The research presents a first-of-its-kind wearable human-machine interface that maintains performance across motion disturbances and can learn from individual users and complex environments.

By combining stretchable electronics with artificial intelligence, it reliably recognizes gesture signals in real-world, high-motion environments through real-time denoising of sensor data.

The work is a collaboration at UC San Diego among Sheng Xu and Joseph Wang’s labs, with Xiangjun Chen and Xianjun Chen as co-first authors and additional contributors Zhiyuan Lou, Xiaoxiang Gao, and Lu Yin.

Potential beneficiaries include rehabilitation patients, people with mobility limitations, industrial workers, first responders, divers, and consumers seeking stable gesture-based controls.

The study detailing the findings appears in Nature Sensors.
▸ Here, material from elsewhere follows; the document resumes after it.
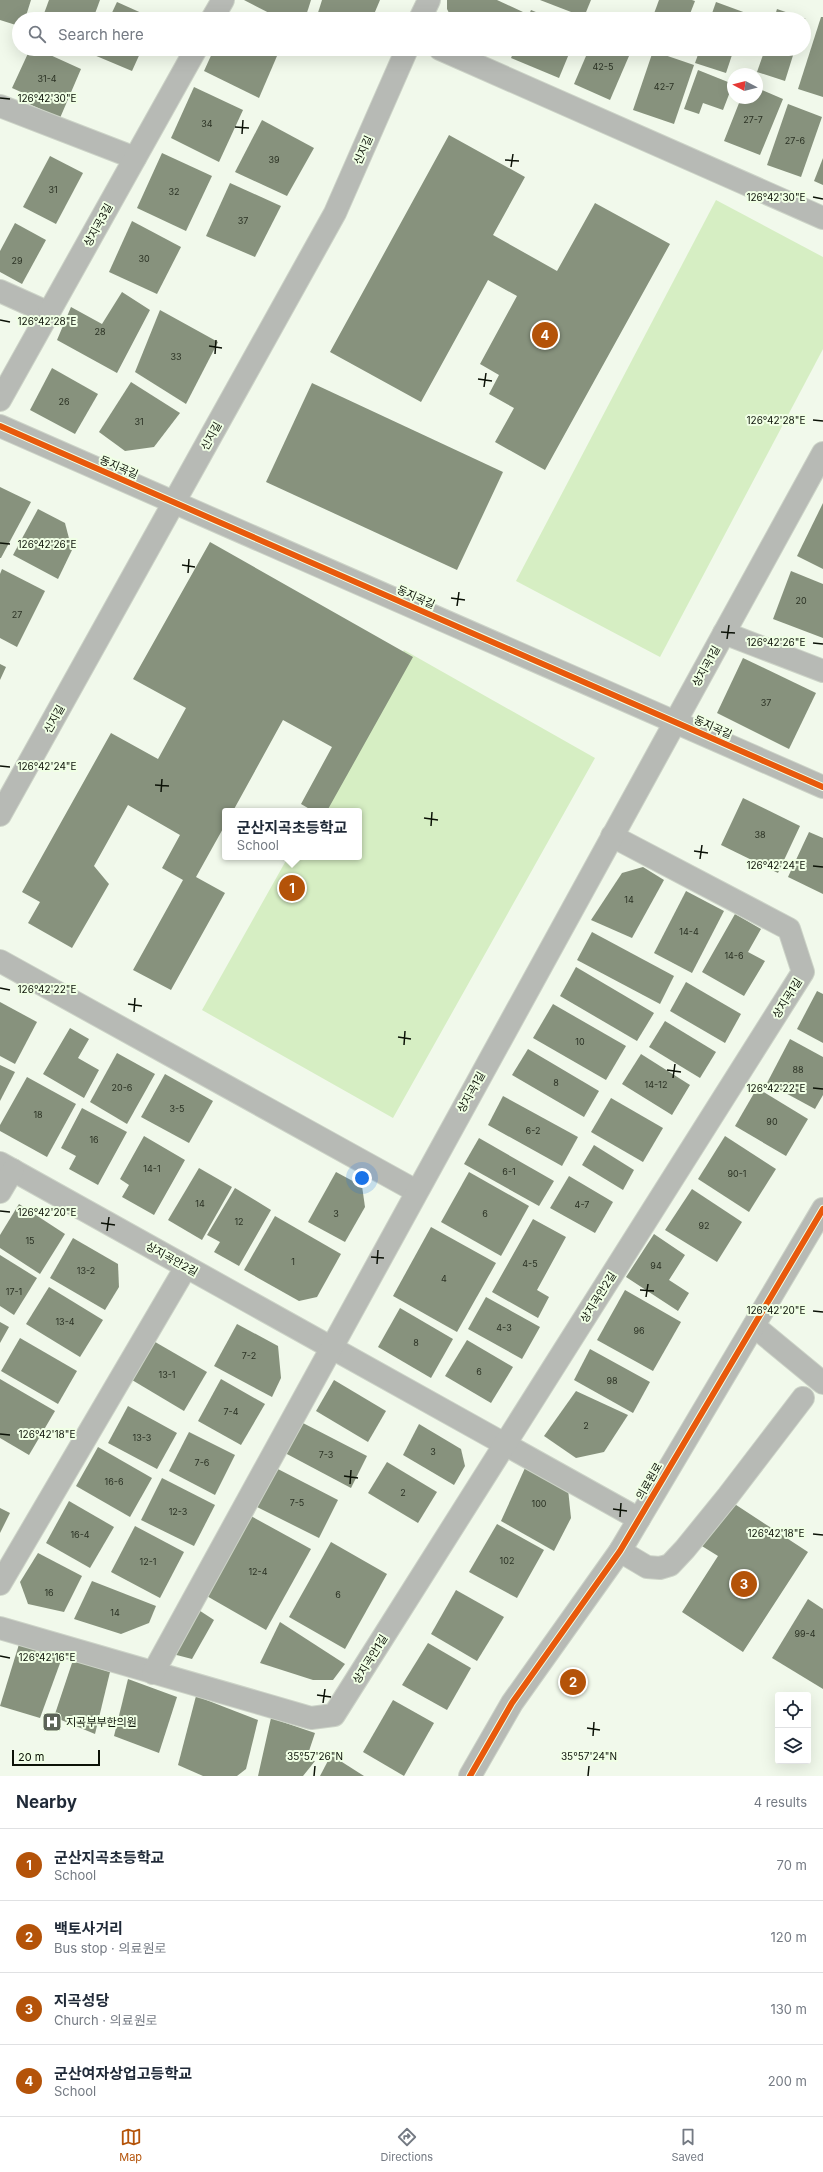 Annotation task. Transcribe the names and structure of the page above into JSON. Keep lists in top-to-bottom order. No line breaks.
{"streets":{"street":["신지길","상지곡3길","동지곡길","상지곡1길","상지곡안2길","의료원로","상지곡안1길"]},"crossings":[["신지길","동지곡길"],["동지곡길","상지곡1길"],["상지곡1길","상지곡안2길"],["상지곡안2길","의료원로"],["상지곡안2길","상지곡안1길"]],"places":{"hospital":["지곡부부한의원"]},"house_numbers":["42-5","31-4","42-7","27-7","34","27-6","39","31","32","37","30","29","28","33","26","31","20","27","37","38","14","14-4","14-6","10","88","8","14-12","20-6","3-5","18","90","6-2","16","14-1","6-1","90-1","14","4-7","3","6","12","92","15","1","4-5","94","13-2","4","17-1","13-4","4-3","96","8","7-2","6","13-1","98","7-4","2","13-3","3","7-3","7-6","16-6","2","7-5","100","12-3","16-4","102","12-1","12-4","16","6","14","99-4"],"scale_bar":"20 m","north":"left","page":{"search":"Search here","pins":["4","1","3","2"],"popup":["군산지곡초등학교","School"],"scale":"20 m","heading":["Nearby","4 results"],"list":[{"mark":"1","name":"군산지곡초등학교","note":"School","value":"70 m"},{"mark":"2","name":"백토사거리","note":"Bus stop · 의료원로","value":"120 m"},{"mark":"3","name":"지곡성당","note":"Church · 의료원로","value":"130 m"},{"mark":"4","name":"군산여자상업고등학교","note":"School","value":"200 m"}],"nav":["Map","Directions","Saved"]},"coordinates":["126°42'30\"E","126°42'28\"E","126°42'26\"E","126°42'24\"E","126°42'22\"E","126°42'20\"E","126°42'18\"E","126°42'16\"E","35°57'26\"N","35°57'24\"N"]} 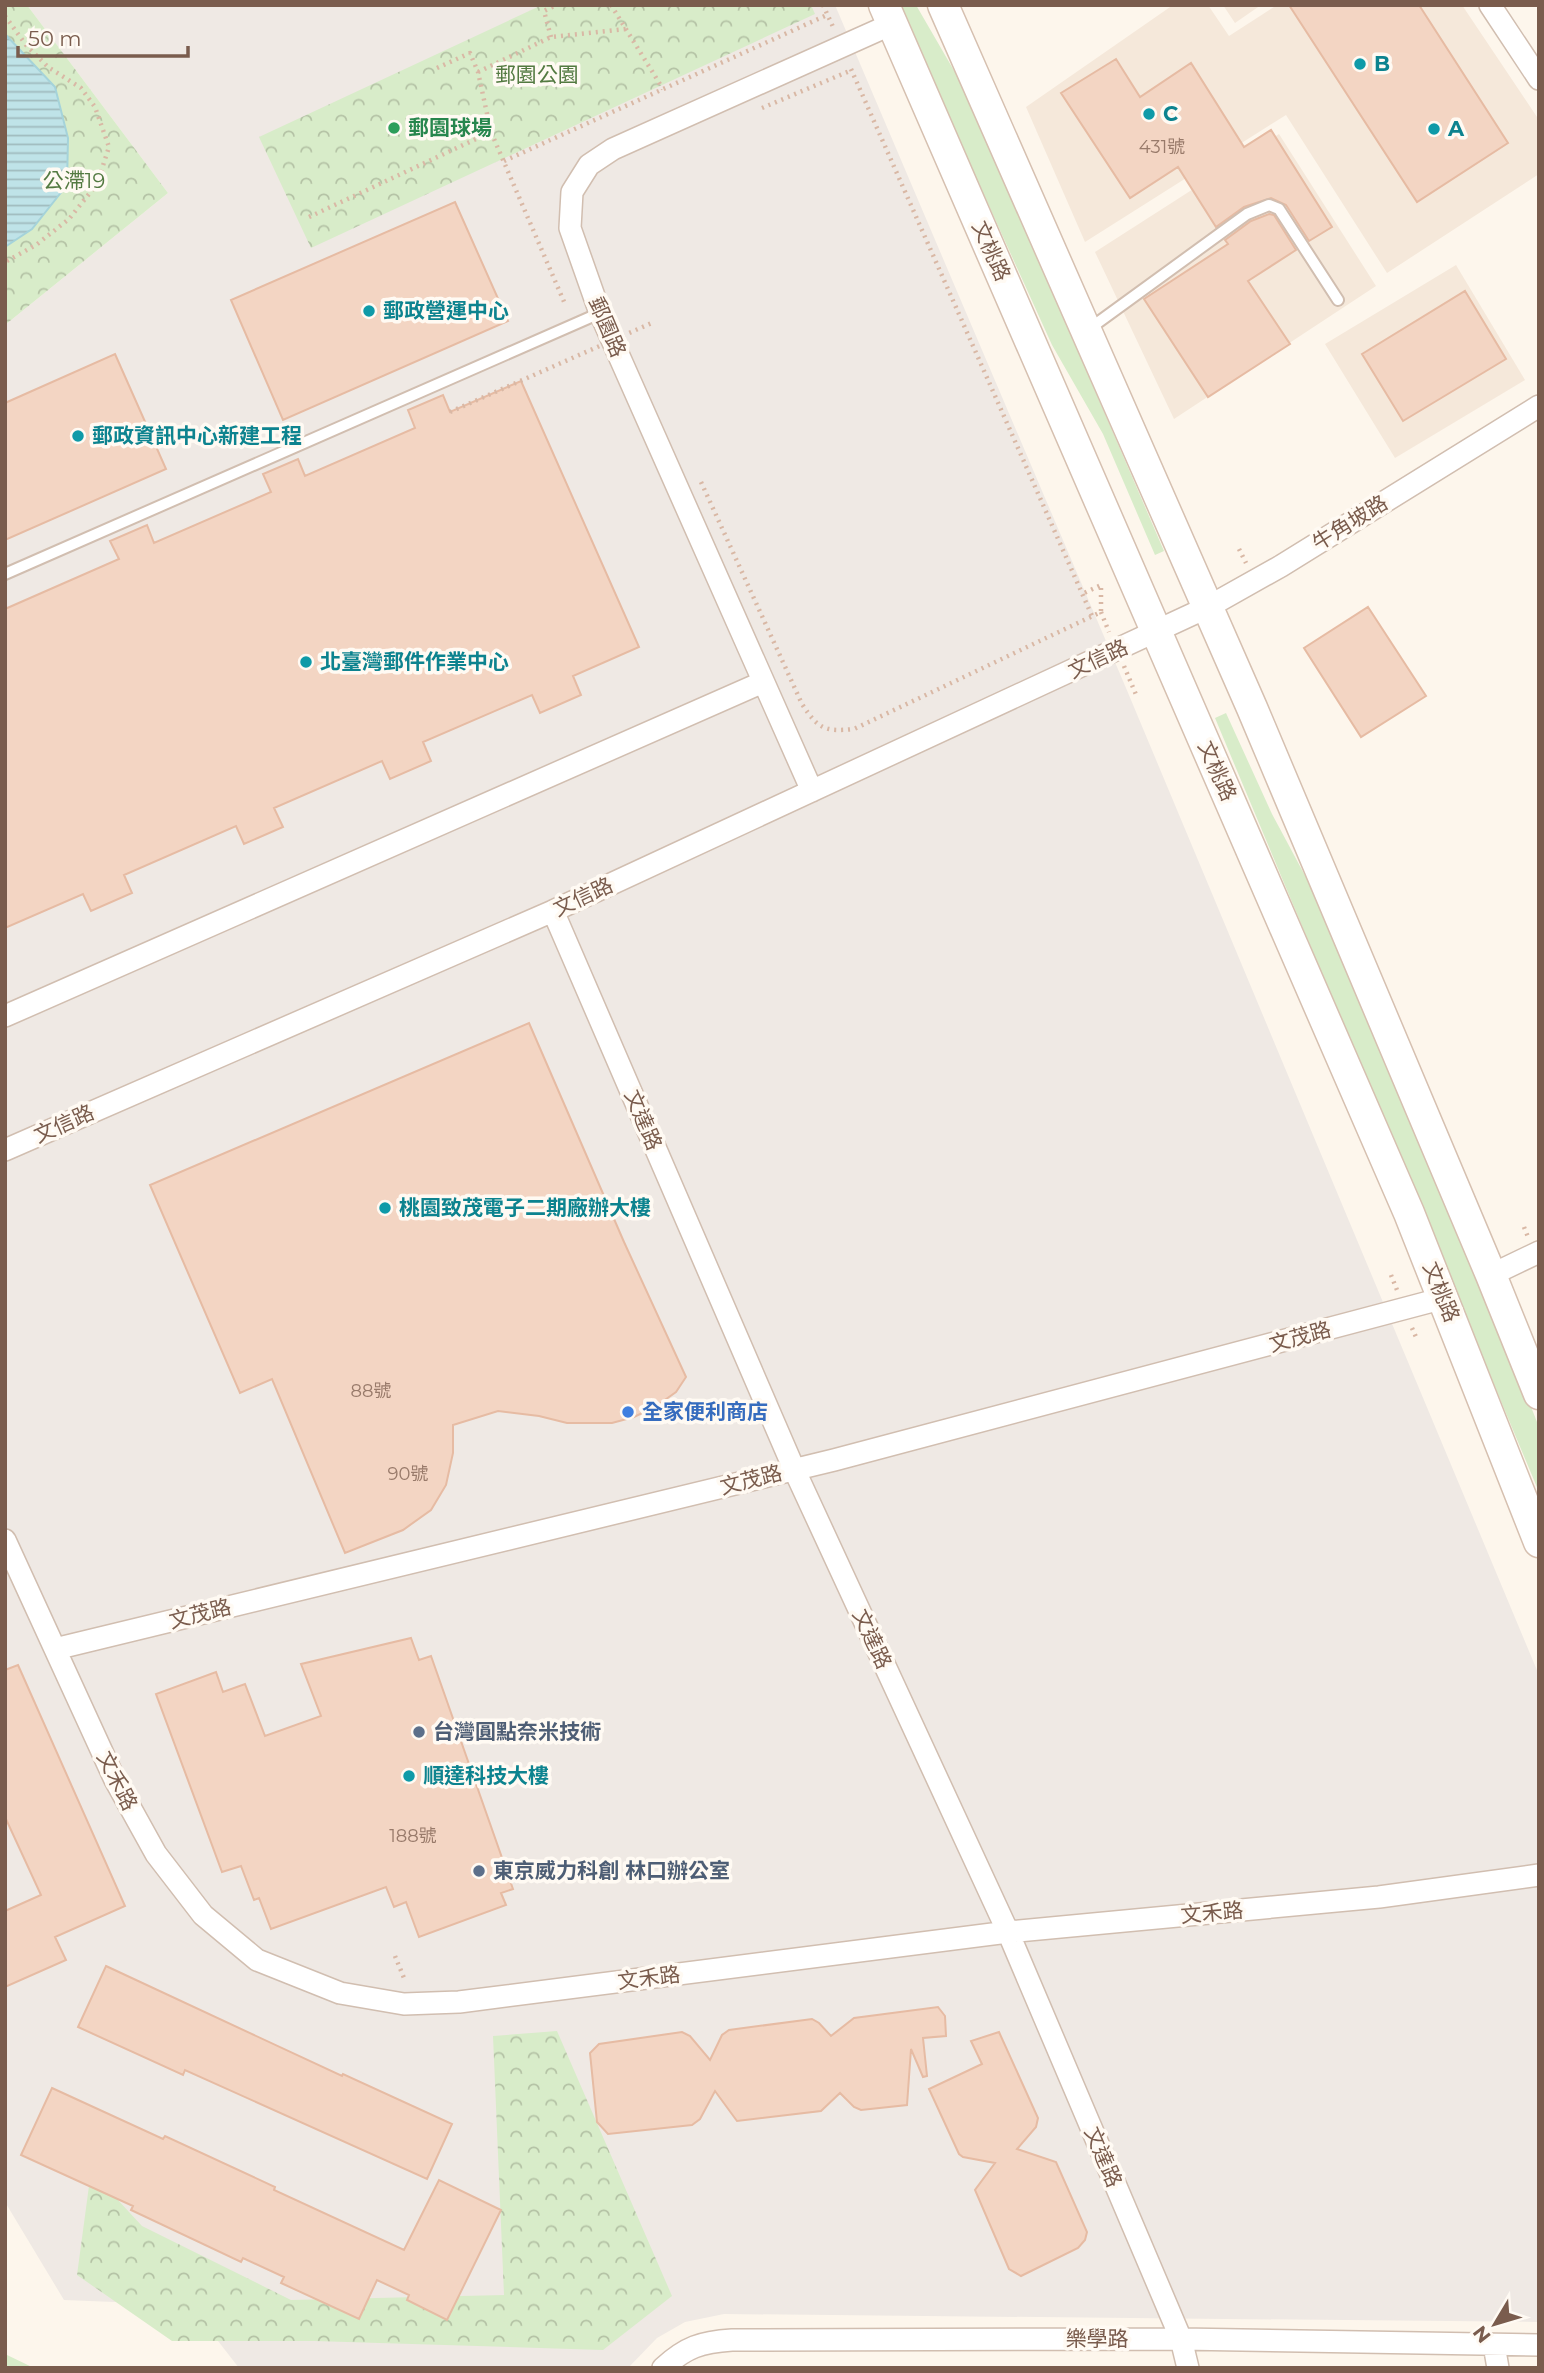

DARPA provided funding support for the project under contract HR001120C0093.

Originating from an aim to help military divers control underwater robots, the work addresses a broader, common problem of motion-induced interference across diverse environments.

Limitations and future impact include expanding everyday usability of gesture-based interfaces and broad applicability beyond underwater or specialized environments.

The project is a collaboration between UC San Diego professors Sheng Xu and Joseph Wang, and the work envisions enabling gesture control in real-life applications from medical rehabilitation to underwater robotics and consumer uses.

This work represents a new method for noise tolerance in wearable sensors, enabling reliable gesture-based controls for diverse users in daily life.

Tests included challenging scenarios with running and high-frequency vibrations, combined disturbances, and simulated ocean conditions using a Scripps Ocean-Atmosphere Research Simulator, showing accurate, low-latency performance.

Participants controlled a robotic arm while running and under disruptive motions, with additional validation in simulated ocean scenarios, maintaining accuracy and low latency.

Robust validation across diverse environments demonstrated low-latency performance in all tests.

Co-first author notes that this breakthrough removes motion noise as a limiting factor for wearable gesture sensing, enabling intuitive human–machine interfaces in dynamic settings.

UC San Diego researchers developed a wearable system that translates everyday arm gestures into commands for a robot, even during high-motion activities like sprinting, driving, or turbulent ocean conditions.

The study was published in Nature Sensors on November 17, 2025, with collaboration from Sheng Xu and Joseph Wang and DARPA funding.

Applications span medical rehabilitation, assistive devices, industrial and emergency response settings, and underwater robotics, with broader consumer-use implications.

A soft electronic patch worn on a cloth armband uses stretchable electronics, motion and muscle sensors, a Bluetooth microcontroller, and a flexible battery, powered by a deep-learning framework that denoises signals in real time to interpret gestures and send commands to machines.

The system solves a long-standing problem of gesture-based wearables losing accuracy during movement by achieving noise tolerance across a broad range of disturbances.